Understanding Prompt Tuning: Enhance Your Language Models with Precision

Prompt tuning is a technique used to improve the performance of a pre-trained language model without modifying the model’s internal architecture.

May 19, 2024

In the fast evolving field of large language models (LLMs), staying on top of state of art approaches like prompt tuning is crucial. This technique, applied to already trained foundational models, enhances performance without the high computational costs associated with traditional model training.

In this article, we’ll explore the fundamentals of prompt tuning, compare it to fine-tuning and prompt engineering, and discuss its significant benefits. We'll also provide a practical example utilizing HuggingFace’s platform, where we Prompt tune a bloomz-560m model. This guide aims to deepen your understanding of prompt tuning and inspire its integration into your projects.

What is Prompt Tuning?

Prompt tuning is a technique designed to enhance the performance of a pre-trained language model without altering its core architecture. Instead of modifying the deep structural weights of the model, prompt tuning adjusts the prompts that guide the model’s response. This method is based on the introduction of "soft prompts," a set of tunable parameters inserted at the beginning of the input sequence.

Image source

The diagram compares the traditional approach of model tuning with prompt tuning. Notice that in model tuning, each task requires a separate model. On the other hand, prompt tuning utilizes the same foundational model across multiple tasks by adjusting task-specific prompts.

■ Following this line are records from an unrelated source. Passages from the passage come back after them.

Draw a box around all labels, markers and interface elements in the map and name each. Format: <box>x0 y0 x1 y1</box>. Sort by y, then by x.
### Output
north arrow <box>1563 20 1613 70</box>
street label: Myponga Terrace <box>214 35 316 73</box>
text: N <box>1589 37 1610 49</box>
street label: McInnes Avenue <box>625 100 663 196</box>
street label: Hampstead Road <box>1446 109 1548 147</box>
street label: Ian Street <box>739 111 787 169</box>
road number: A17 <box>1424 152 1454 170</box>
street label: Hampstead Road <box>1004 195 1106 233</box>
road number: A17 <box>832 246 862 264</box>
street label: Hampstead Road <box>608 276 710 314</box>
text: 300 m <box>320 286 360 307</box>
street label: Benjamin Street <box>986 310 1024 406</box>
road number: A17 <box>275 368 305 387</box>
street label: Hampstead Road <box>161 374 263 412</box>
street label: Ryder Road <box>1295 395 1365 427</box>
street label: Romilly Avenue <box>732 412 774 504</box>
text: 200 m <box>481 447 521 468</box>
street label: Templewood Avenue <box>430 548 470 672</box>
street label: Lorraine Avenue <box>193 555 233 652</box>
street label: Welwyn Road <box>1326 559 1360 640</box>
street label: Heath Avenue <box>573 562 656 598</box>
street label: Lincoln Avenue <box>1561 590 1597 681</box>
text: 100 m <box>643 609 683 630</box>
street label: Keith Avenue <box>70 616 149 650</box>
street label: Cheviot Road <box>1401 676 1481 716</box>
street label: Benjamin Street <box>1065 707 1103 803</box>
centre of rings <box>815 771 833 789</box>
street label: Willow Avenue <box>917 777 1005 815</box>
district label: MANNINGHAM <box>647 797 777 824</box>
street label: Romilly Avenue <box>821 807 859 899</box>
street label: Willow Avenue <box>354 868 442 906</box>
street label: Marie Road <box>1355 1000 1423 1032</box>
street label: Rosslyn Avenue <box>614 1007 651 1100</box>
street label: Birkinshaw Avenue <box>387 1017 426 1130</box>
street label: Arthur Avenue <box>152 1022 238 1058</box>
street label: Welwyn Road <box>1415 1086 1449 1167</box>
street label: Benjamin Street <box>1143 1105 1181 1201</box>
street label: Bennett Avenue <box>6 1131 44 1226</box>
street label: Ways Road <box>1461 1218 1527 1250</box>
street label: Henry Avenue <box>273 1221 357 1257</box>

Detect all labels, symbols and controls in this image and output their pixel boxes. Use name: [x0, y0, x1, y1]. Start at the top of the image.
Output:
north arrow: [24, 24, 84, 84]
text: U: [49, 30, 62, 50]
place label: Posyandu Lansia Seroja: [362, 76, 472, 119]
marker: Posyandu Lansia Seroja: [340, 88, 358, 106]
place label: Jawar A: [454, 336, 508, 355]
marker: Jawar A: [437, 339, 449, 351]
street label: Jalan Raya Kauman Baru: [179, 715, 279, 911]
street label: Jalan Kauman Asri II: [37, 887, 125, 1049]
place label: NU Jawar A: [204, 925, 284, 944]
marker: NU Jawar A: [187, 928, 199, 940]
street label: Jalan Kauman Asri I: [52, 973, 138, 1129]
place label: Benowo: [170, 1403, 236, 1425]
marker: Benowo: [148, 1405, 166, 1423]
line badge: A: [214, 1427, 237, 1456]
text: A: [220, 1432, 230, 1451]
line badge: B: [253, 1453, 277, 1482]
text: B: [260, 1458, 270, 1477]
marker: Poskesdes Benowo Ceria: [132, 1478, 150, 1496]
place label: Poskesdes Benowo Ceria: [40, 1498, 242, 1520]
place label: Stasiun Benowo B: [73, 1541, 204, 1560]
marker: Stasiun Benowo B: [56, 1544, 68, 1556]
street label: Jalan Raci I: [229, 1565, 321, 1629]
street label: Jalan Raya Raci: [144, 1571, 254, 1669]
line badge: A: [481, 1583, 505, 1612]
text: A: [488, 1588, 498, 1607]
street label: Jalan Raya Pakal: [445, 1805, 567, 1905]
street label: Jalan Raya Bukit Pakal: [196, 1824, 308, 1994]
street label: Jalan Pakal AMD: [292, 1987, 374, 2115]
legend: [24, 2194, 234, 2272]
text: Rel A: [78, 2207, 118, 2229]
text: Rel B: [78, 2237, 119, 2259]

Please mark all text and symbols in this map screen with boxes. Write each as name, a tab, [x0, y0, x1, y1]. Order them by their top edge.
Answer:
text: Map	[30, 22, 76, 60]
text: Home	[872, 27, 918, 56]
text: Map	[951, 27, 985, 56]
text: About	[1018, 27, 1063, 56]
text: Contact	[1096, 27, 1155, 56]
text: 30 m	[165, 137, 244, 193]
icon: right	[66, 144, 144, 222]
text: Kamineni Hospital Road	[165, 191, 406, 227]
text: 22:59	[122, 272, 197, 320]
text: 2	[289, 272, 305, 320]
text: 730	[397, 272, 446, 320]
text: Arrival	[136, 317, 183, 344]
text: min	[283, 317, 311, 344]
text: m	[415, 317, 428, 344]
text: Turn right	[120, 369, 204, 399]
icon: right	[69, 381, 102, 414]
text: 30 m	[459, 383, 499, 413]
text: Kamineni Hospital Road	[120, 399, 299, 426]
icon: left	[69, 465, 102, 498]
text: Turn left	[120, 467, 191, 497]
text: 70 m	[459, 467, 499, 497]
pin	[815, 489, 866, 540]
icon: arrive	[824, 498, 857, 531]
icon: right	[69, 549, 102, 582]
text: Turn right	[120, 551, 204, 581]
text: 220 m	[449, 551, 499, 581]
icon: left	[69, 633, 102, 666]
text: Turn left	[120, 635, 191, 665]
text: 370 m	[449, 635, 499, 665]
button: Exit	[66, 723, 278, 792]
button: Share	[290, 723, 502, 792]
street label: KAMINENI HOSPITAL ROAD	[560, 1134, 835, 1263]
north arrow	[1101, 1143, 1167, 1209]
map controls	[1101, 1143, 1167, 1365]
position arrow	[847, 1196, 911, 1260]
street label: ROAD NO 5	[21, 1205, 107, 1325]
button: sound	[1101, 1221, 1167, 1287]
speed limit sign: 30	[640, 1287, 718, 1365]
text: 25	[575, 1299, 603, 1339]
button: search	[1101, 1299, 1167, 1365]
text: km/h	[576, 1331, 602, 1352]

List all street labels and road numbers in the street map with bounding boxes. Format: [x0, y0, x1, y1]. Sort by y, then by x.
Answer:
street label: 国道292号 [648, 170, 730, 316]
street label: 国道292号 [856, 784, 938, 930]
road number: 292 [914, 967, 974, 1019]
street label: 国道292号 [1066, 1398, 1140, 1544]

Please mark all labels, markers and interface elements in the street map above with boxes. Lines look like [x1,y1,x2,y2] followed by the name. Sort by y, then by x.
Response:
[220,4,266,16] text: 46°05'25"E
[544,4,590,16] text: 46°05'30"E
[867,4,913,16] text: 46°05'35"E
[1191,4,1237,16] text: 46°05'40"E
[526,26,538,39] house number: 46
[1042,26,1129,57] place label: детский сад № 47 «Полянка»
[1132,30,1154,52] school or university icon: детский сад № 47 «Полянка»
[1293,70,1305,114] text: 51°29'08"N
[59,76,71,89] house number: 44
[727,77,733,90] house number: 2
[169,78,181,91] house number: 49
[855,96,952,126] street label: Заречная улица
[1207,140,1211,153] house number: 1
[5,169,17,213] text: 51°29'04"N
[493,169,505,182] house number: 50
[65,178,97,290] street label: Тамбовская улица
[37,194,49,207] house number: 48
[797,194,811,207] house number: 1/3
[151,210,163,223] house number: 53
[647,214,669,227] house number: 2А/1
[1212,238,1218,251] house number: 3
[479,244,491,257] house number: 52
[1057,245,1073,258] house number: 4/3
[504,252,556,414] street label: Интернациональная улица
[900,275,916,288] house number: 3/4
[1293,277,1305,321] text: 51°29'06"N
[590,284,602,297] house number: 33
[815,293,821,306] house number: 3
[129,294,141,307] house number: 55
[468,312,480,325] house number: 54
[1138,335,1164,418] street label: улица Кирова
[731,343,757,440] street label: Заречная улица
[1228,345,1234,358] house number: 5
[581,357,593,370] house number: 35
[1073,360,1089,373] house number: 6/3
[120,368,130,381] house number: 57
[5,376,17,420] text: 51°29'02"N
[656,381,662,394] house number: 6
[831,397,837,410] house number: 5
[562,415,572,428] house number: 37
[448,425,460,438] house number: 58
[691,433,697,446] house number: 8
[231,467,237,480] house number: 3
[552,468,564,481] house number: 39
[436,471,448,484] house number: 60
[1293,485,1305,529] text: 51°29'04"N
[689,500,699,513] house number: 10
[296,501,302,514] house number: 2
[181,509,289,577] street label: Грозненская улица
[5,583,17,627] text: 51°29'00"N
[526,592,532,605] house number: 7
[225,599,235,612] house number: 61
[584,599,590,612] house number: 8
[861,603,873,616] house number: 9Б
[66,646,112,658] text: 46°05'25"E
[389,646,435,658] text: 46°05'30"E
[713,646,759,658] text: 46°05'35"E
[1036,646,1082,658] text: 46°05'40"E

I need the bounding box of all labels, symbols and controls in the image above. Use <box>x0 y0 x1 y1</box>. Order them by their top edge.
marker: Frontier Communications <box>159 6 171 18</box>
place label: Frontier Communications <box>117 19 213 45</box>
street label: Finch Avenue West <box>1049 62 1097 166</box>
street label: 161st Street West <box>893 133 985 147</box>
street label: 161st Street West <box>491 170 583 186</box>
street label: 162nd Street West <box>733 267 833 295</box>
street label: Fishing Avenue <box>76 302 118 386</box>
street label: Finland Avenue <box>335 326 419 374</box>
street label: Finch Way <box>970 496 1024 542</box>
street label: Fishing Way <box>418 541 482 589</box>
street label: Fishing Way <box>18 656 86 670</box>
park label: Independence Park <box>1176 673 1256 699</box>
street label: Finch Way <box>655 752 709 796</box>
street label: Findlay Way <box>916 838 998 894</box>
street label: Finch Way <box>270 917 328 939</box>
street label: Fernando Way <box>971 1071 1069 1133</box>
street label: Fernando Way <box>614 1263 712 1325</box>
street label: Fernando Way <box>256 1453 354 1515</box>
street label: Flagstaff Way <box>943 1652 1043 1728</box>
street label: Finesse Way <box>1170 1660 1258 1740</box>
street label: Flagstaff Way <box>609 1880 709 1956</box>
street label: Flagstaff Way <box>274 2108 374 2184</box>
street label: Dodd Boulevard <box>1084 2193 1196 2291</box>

How does prompt tuning work?

1. Initialization of soft prompts

Soft prompts are artificially constructed tokens that are added to the model’s input sequence. These prompts can be initialized in several ways. Random initialization is common, however they can also be initialized based on certain heuristics. Once initialized, soft prompts are attached to the start of the input data. When the model processes this data, it considers both the soft prompts and the actual input.

2. Forward Pass and loss evaluation

The training process is usually similar to that of training a standard deep neural network (DNN). It starts with a forward pass where the model processes the combined input through its layers, producing an output. This output is then evaluated against the desired outcome using a loss function, which measures the discrepancy between the model’s output and the actual expected value.

Backpropagation

During backpropagation, the errors are propagated back through the network. However, instead of adjusting the network's weights, we only modify the soft prompt parameters. This process repeats across multiple epochs, with the soft prompts gradually learning to shape the model’s processing of inputs in such a way that minimizes the error for the given task.

Iteration

The process of forward pass, loss evaluation, and backpropagation is repeated over multiple epochs. Over time, these soft prompts learn to shape the input in ways that consistently reduce the loss score, thereby improving the model's task-specific performance without compromising its underlying capabilities.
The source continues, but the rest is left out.